EXERCISE MATERIAL section start

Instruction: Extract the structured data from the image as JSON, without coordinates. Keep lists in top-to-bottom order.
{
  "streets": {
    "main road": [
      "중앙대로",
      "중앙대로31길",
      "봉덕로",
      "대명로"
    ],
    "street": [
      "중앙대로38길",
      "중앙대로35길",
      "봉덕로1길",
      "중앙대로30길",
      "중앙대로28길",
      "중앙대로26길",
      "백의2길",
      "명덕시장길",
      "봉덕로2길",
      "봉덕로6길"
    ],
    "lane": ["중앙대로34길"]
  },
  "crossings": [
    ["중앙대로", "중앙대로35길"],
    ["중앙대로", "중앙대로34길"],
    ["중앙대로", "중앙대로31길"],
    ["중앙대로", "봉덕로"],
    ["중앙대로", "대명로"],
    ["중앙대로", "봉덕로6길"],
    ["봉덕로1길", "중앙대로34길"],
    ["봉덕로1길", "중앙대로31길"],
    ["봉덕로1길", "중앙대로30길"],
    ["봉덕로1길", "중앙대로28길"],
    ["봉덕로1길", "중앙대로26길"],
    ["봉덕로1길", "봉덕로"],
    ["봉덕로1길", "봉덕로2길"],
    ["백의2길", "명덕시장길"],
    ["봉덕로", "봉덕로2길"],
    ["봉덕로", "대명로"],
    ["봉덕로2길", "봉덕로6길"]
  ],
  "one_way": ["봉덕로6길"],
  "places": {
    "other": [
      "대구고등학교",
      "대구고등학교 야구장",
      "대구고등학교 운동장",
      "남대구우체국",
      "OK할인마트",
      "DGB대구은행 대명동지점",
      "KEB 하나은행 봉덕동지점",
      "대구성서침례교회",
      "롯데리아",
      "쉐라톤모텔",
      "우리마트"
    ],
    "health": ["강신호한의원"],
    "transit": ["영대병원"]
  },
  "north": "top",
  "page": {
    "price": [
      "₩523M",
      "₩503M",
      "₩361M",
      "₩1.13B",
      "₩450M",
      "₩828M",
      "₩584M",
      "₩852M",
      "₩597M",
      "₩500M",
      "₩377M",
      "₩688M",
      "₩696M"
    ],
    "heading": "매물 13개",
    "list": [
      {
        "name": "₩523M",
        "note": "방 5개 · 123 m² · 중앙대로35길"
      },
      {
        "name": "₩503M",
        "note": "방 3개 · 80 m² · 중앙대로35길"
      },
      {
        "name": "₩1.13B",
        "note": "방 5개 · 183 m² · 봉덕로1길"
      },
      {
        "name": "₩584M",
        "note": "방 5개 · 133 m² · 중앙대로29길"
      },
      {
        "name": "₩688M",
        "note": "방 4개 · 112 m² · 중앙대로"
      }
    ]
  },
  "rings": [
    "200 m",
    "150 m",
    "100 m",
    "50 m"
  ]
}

EXERCISE MATERIAL section end

PROBLEM TO WORK ON: Set down the entire listing above again, word for word.

ANSWER TO THE EXERCISE:
Instruction: Extract the structured data from the image as JSON, without coordinates. Keep lists in top-to-bottom order.
{
  "streets": {
    "main road": [
      "중앙대로",
      "중앙대로31길",
      "봉덕로",
      "대명로"
    ],
    "street": [
      "중앙대로38길",
      "중앙대로35길",
      "봉덕로1길",
      "중앙대로30길",
      "중앙대로28길",
      "중앙대로26길",
      "백의2길",
      "명덕시장길",
      "봉덕로2길",
      "봉덕로6길"
    ],
    "lane": ["중앙대로34길"]
  },
  "crossings": [
    ["중앙대로", "중앙대로35길"],
    ["중앙대로", "중앙대로34길"],
    ["중앙대로", "중앙대로31길"],
    ["중앙대로", "봉덕로"],
    ["중앙대로", "대명로"],
    ["중앙대로", "봉덕로6길"],
    ["봉덕로1길", "중앙대로34길"],
    ["봉덕로1길", "중앙대로31길"],
    ["봉덕로1길", "중앙대로30길"],
    ["봉덕로1길", "중앙대로28길"],
    ["봉덕로1길", "중앙대로26길"],
    ["봉덕로1길", "봉덕로"],
    ["봉덕로1길", "봉덕로2길"],
    ["백의2길", "명덕시장길"],
    ["봉덕로", "봉덕로2길"],
    ["봉덕로", "대명로"],
    ["봉덕로2길", "봉덕로6길"]
  ],
  "one_way": ["봉덕로6길"],
  "places": {
    "other": [
      "대구고등학교",
      "대구고등학교 야구장",
      "대구고등학교 운동장",
      "남대구우체국",
      "OK할인마트",
      "DGB대구은행 대명동지점",
      "KEB 하나은행 봉덕동지점",
      "대구성서침례교회",
      "롯데리아",
      "쉐라톤모텔",
      "우리마트"
    ],
    "health": ["강신호한의원"],
    "transit": ["영대병원"]
  },
  "north": "top",
  "page": {
    "price": [
      "₩523M",
      "₩503M",
      "₩361M",
      "₩1.13B",
      "₩450M",
      "₩828M",
      "₩584M",
      "₩852M",
      "₩597M",
      "₩500M",
      "₩377M",
      "₩688M",
      "₩696M"
    ],
    "heading": "매물 13개",
    "list": [
      {
        "name": "₩523M",
        "note": "방 5개 · 123 m² · 중앙대로35길"
      },
      {
        "name": "₩503M",
        "note": "방 3개 · 80 m² · 중앙대로35길"
      },
      {
        "name": "₩1.13B",
        "note": "방 5개 · 183 m² · 봉덕로1길"
      },
      {
        "name": "₩584M",
        "note": "방 5개 · 133 m² · 중앙대로29길"
      },
      {
        "name": "₩688M",
        "note": "방 4개 · 112 m² · 중앙대로"
      }
    ]
  },
  "rings": [
    "200 m",
    "150 m",
    "100 m",
    "50 m"
  ]
}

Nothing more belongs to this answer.